(Stored data entries)
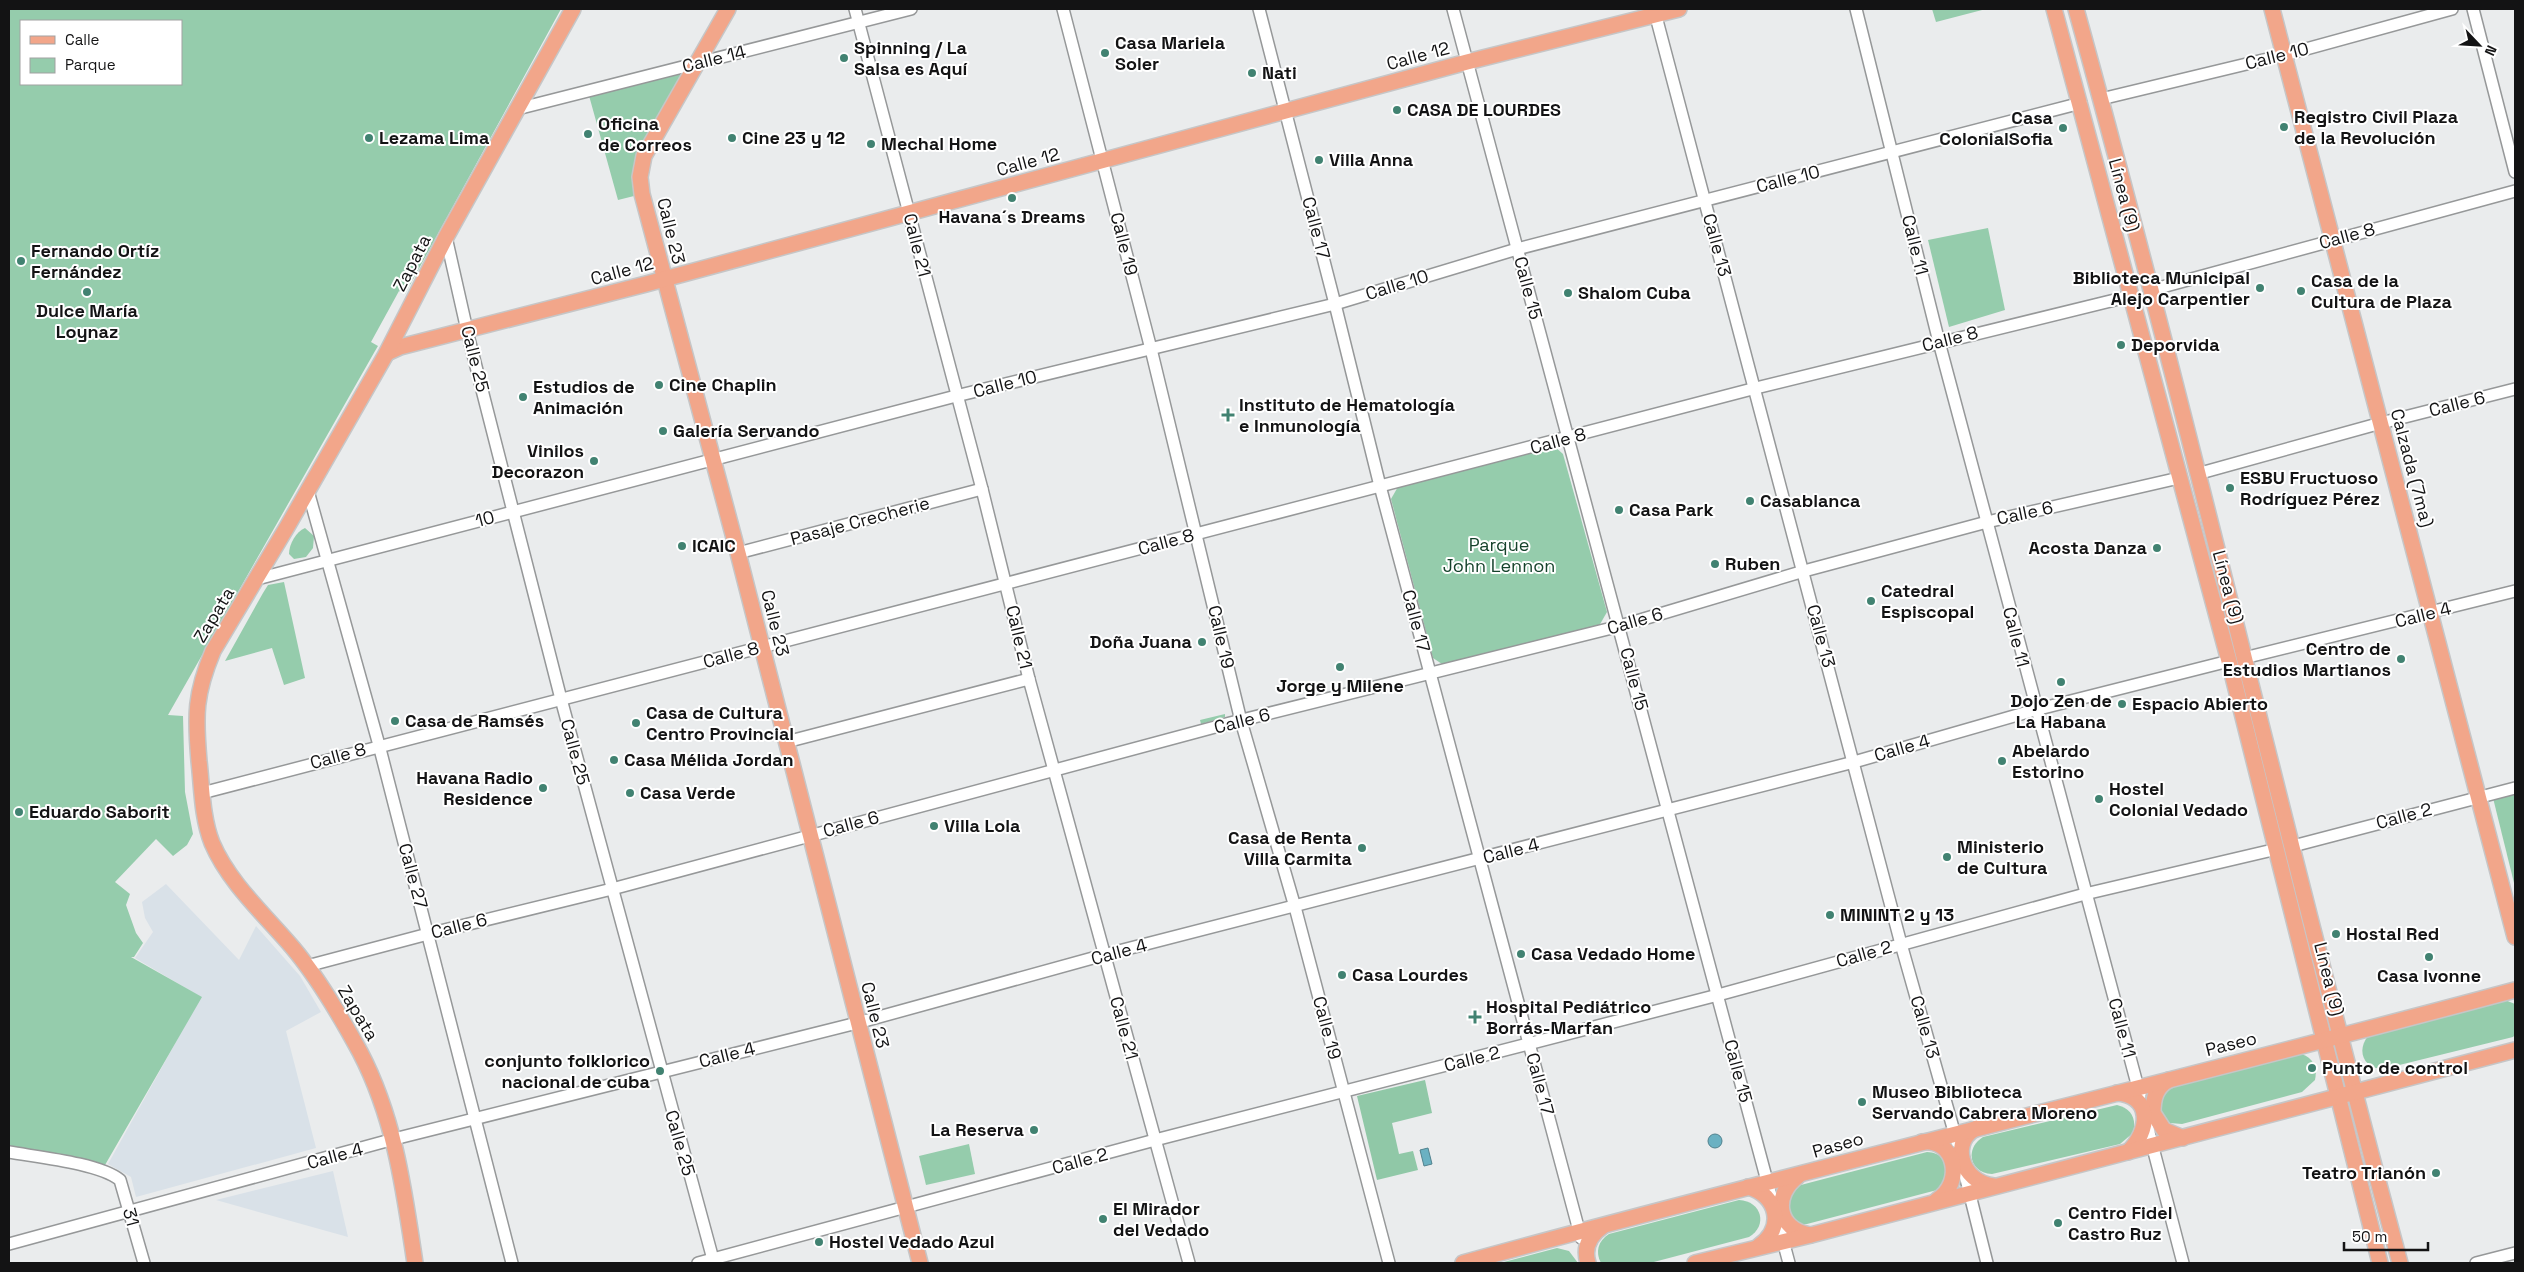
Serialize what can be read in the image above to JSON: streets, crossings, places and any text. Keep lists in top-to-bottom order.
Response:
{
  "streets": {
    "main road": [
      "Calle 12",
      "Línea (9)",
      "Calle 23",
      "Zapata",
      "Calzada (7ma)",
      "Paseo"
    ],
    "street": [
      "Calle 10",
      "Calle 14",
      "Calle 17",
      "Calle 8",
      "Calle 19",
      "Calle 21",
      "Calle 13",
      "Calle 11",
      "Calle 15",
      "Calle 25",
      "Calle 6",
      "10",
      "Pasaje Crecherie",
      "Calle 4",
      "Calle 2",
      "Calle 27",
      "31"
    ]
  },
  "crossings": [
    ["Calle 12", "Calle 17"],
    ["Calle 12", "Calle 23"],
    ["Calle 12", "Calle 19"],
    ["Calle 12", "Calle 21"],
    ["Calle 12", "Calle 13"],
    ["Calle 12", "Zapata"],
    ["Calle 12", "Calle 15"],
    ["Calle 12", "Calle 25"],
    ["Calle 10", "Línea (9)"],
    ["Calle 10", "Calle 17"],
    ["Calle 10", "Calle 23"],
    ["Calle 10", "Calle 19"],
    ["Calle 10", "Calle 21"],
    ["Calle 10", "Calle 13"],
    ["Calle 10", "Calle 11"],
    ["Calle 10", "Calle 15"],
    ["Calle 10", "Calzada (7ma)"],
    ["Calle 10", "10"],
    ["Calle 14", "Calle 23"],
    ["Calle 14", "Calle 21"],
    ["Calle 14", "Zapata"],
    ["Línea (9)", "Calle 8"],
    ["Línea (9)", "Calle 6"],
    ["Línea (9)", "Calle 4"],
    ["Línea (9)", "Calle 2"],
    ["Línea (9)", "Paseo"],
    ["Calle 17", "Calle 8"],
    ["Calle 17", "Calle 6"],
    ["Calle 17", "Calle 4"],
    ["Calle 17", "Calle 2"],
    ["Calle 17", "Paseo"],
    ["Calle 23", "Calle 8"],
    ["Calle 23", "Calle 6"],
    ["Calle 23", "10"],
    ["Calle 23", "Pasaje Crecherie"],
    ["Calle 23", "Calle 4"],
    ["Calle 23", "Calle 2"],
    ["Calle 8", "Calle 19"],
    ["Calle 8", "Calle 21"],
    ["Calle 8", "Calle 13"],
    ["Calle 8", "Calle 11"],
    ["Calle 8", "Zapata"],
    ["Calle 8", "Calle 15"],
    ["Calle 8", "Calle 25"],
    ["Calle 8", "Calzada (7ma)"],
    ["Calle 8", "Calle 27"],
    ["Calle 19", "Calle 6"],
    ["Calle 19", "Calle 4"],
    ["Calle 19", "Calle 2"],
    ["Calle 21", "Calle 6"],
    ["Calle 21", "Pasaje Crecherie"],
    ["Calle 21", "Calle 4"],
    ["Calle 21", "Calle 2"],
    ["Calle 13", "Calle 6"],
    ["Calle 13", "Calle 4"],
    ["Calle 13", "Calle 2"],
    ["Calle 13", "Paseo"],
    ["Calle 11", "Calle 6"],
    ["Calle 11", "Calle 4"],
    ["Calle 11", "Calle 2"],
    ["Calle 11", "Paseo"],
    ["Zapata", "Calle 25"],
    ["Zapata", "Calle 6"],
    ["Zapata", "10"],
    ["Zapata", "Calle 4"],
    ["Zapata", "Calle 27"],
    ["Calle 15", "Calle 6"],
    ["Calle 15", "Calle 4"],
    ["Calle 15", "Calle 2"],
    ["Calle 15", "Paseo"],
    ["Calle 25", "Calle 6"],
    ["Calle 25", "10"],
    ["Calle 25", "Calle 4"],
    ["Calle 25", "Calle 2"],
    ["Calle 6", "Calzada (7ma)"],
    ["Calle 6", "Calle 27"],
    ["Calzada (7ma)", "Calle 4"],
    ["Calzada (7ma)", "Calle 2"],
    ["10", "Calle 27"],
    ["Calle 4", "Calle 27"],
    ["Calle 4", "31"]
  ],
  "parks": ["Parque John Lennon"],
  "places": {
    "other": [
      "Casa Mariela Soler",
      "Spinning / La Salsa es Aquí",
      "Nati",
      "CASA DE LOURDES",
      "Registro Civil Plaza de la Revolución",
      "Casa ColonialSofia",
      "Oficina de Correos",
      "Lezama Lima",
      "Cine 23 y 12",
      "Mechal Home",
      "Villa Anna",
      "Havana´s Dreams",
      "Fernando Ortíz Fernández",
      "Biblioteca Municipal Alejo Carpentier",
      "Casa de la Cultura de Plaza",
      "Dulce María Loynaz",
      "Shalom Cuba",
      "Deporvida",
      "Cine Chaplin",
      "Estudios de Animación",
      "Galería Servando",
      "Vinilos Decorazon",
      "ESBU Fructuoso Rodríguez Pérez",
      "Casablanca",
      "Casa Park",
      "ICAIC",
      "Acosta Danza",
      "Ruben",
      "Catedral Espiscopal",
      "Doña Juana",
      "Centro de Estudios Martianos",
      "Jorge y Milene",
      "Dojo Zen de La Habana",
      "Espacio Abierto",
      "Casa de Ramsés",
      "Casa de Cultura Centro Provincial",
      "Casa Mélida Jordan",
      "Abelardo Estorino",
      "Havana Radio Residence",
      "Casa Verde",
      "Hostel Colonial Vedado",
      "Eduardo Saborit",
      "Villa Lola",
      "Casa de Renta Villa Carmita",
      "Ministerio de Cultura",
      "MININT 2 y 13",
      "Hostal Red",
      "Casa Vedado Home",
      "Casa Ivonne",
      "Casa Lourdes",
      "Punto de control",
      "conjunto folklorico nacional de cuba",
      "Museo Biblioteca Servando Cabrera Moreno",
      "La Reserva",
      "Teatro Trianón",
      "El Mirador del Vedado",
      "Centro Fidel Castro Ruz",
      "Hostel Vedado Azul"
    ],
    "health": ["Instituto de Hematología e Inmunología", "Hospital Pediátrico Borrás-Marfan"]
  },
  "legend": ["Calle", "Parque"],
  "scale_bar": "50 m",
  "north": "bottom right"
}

• _Your task_
All of the data, minus its pictures, should be repeated exactly.

• _Finished exercise_
Serialize what can be read in the image above to JSON: streets, crossings, places and any text. Keep lists in top-to-bottom order.
Response:
{
  "streets": {
    "main road": [
      "Calle 12",
      "Línea (9)",
      "Calle 23",
      "Zapata",
      "Calzada (7ma)",
      "Paseo"
    ],
    "street": [
      "Calle 10",
      "Calle 14",
      "Calle 17",
      "Calle 8",
      "Calle 19",
      "Calle 21",
      "Calle 13",
      "Calle 11",
      "Calle 15",
      "Calle 25",
      "Calle 6",
      "10",
      "Pasaje Crecherie",
      "Calle 4",
      "Calle 2",
      "Calle 27",
      "31"
    ]
  },
  "crossings": [
    ["Calle 12", "Calle 17"],
    ["Calle 12", "Calle 23"],
    ["Calle 12", "Calle 19"],
    ["Calle 12", "Calle 21"],
    ["Calle 12", "Calle 13"],
    ["Calle 12", "Zapata"],
    ["Calle 12", "Calle 15"],
    ["Calle 12", "Calle 25"],
    ["Calle 10", "Línea (9)"],
    ["Calle 10", "Calle 17"],
    ["Calle 10", "Calle 23"],
    ["Calle 10", "Calle 19"],
    ["Calle 10", "Calle 21"],
    ["Calle 10", "Calle 13"],
    ["Calle 10", "Calle 11"],
    ["Calle 10", "Calle 15"],
    ["Calle 10", "Calzada (7ma)"],
    ["Calle 10", "10"],
    ["Calle 14", "Calle 23"],
    ["Calle 14", "Calle 21"],
    ["Calle 14", "Zapata"],
    ["Línea (9)", "Calle 8"],
    ["Línea (9)", "Calle 6"],
    ["Línea (9)", "Calle 4"],
    ["Línea (9)", "Calle 2"],
    ["Línea (9)", "Paseo"],
    ["Calle 17", "Calle 8"],
    ["Calle 17", "Calle 6"],
    ["Calle 17", "Calle 4"],
    ["Calle 17", "Calle 2"],
    ["Calle 17", "Paseo"],
    ["Calle 23", "Calle 8"],
    ["Calle 23", "Calle 6"],
    ["Calle 23", "10"],
    ["Calle 23", "Pasaje Crecherie"],
    ["Calle 23", "Calle 4"],
    ["Calle 23", "Calle 2"],
    ["Calle 8", "Calle 19"],
    ["Calle 8", "Calle 21"],
    ["Calle 8", "Calle 13"],
    ["Calle 8", "Calle 11"],
    ["Calle 8", "Zapata"],
    ["Calle 8", "Calle 15"],
    ["Calle 8", "Calle 25"],
    ["Calle 8", "Calzada (7ma)"],
    ["Calle 8", "Calle 27"],
    ["Calle 19", "Calle 6"],
    ["Calle 19", "Calle 4"],
    ["Calle 19", "Calle 2"],
    ["Calle 21", "Calle 6"],
    ["Calle 21", "Pasaje Crecherie"],
    ["Calle 21", "Calle 4"],
    ["Calle 21", "Calle 2"],
    ["Calle 13", "Calle 6"],
    ["Calle 13", "Calle 4"],
    ["Calle 13", "Calle 2"],
    ["Calle 13", "Paseo"],
    ["Calle 11", "Calle 6"],
    ["Calle 11", "Calle 4"],
    ["Calle 11", "Calle 2"],
    ["Calle 11", "Paseo"],
    ["Zapata", "Calle 25"],
    ["Zapata", "Calle 6"],
    ["Zapata", "10"],
    ["Zapata", "Calle 4"],
    ["Zapata", "Calle 27"],
    ["Calle 15", "Calle 6"],
    ["Calle 15", "Calle 4"],
    ["Calle 15", "Calle 2"],
    ["Calle 15", "Paseo"],
    ["Calle 25", "Calle 6"],
    ["Calle 25", "10"],
    ["Calle 25", "Calle 4"],
    ["Calle 25", "Calle 2"],
    ["Calle 6", "Calzada (7ma)"],
    ["Calle 6", "Calle 27"],
    ["Calzada (7ma)", "Calle 4"],
    ["Calzada (7ma)", "Calle 2"],
    ["10", "Calle 27"],
    ["Calle 4", "Calle 27"],
    ["Calle 4", "31"]
  ],
  "parks": ["Parque John Lennon"],
  "places": {
    "other": [
      "Casa Mariela Soler",
      "Spinning / La Salsa es Aquí",
      "Nati",
      "CASA DE LOURDES",
      "Registro Civil Plaza de la Revolución",
      "Casa ColonialSofia",
      "Oficina de Correos",
      "Lezama Lima",
      "Cine 23 y 12",
      "Mechal Home",
      "Villa Anna",
      "Havana´s Dreams",
      "Fernando Ortíz Fernández",
      "Biblioteca Municipal Alejo Carpentier",
      "Casa de la Cultura de Plaza",
      "Dulce María Loynaz",
      "Shalom Cuba",
      "Deporvida",
      "Cine Chaplin",
      "Estudios de Animación",
      "Galería Servando",
      "Vinilos Decorazon",
      "ESBU Fructuoso Rodríguez Pérez",
      "Casablanca",
      "Casa Park",
      "ICAIC",
      "Acosta Danza",
      "Ruben",
      "Catedral Espiscopal",
      "Doña Juana",
      "Centro de Estudios Martianos",
      "Jorge y Milene",
      "Dojo Zen de La Habana",
      "Espacio Abierto",
      "Casa de Ramsés",
      "Casa de Cultura Centro Provincial",
      "Casa Mélida Jordan",
      "Abelardo Estorino",
      "Havana Radio Residence",
      "Casa Verde",
      "Hostel Colonial Vedado",
      "Eduardo Saborit",
      "Villa Lola",
      "Casa de Renta Villa Carmita",
      "Ministerio de Cultura",
      "MININT 2 y 13",
      "Hostal Red",
      "Casa Vedado Home",
      "Casa Ivonne",
      "Casa Lourdes",
      "Punto de control",
      "conjunto folklorico nacional de cuba",
      "Museo Biblioteca Servando Cabrera Moreno",
      "La Reserva",
      "Teatro Trianón",
      "El Mirador del Vedado",
      "Centro Fidel Castro Ruz",
      "Hostel Vedado Azul"
    ],
    "health": ["Instituto de Hematología e Inmunología", "Hospital Pediátrico Borrás-Marfan"]
  },
  "legend": ["Calle", "Parque"],
  "scale_bar": "50 m",
  "north": "bottom right"
}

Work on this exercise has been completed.